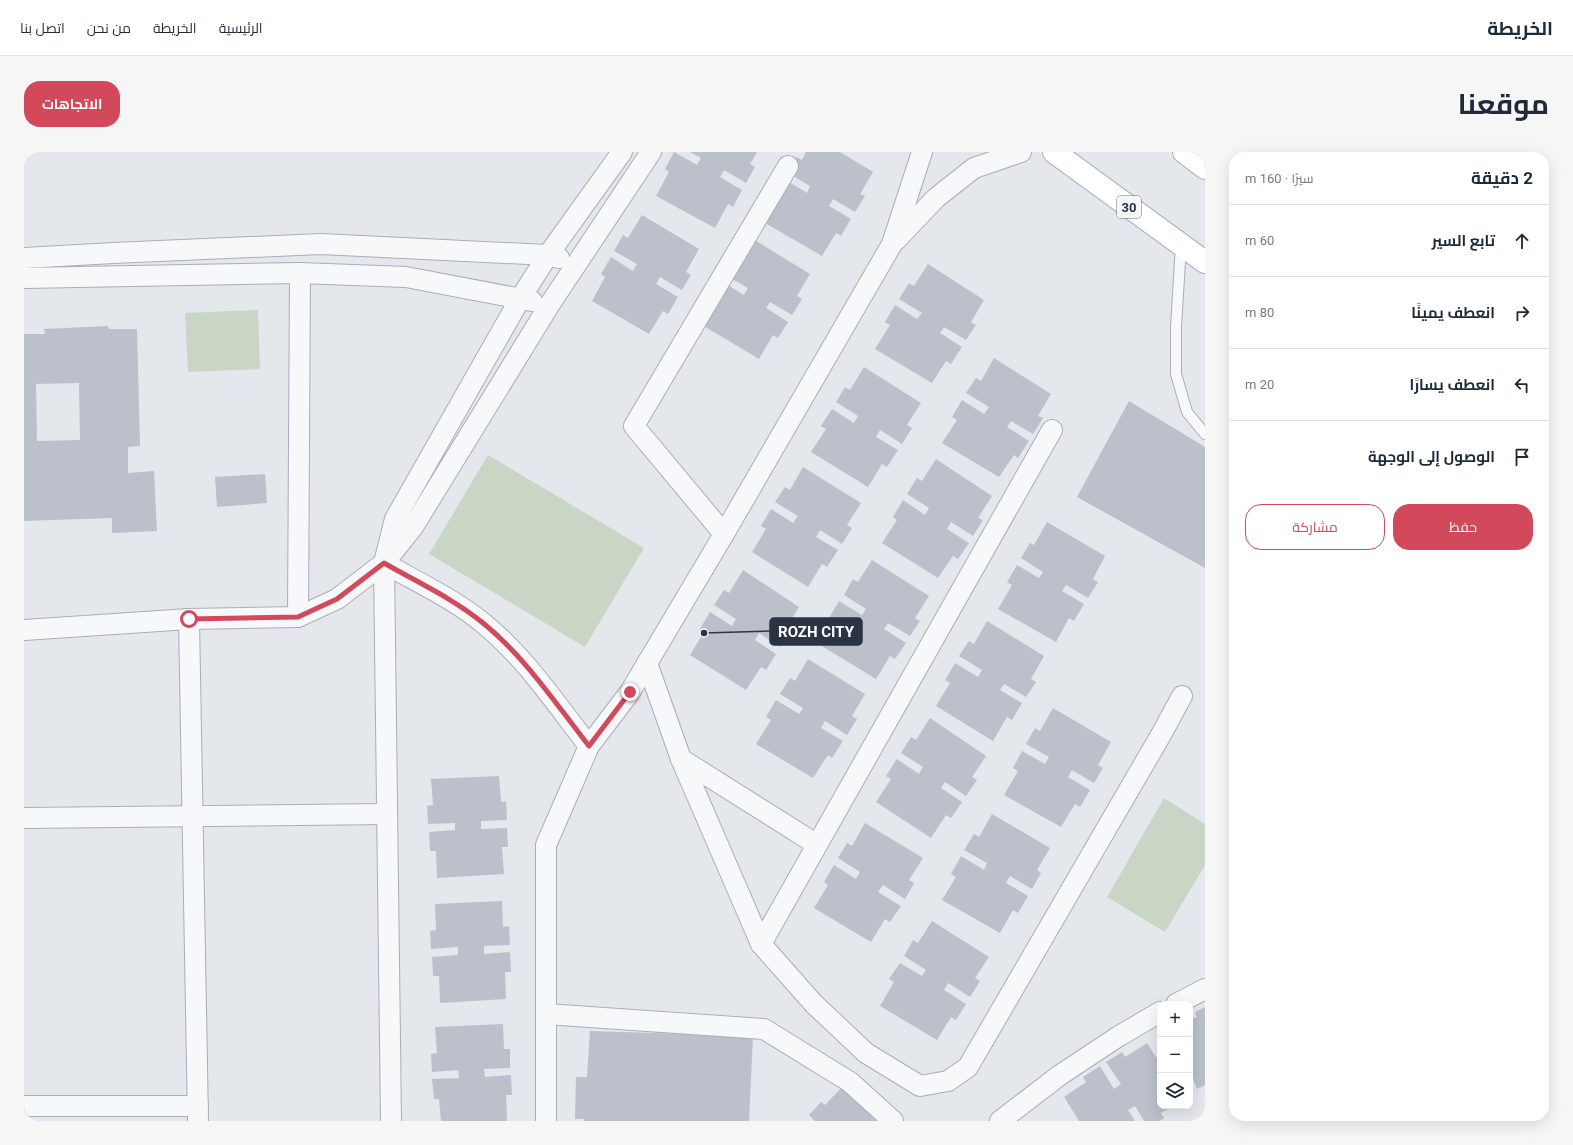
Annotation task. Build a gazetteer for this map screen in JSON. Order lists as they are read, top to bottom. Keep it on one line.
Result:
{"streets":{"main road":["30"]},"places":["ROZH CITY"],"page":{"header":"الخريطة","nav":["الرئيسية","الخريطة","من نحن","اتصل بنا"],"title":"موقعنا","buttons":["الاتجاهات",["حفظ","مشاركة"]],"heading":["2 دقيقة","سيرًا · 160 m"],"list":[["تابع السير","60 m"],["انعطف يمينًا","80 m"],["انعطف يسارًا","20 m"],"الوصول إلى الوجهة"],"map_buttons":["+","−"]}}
...
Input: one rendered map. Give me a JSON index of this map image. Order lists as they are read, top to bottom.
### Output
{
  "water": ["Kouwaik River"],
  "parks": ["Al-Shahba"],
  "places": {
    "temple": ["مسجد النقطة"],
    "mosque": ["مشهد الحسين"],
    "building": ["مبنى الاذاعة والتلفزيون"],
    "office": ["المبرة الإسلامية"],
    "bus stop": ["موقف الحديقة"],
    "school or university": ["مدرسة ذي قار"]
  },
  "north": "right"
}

### Task brief
Look through the entries for the string "lists". Every line that has it belongs in the answer.

### Result for this task
Annotation task. Build a gazetteer for this map screen in JSON. Order lists as they are read, top to bottom. Keep it on one line.
Input: one rendered map. Give me a JSON index of this map image. Order lists as they are read, top to bottom.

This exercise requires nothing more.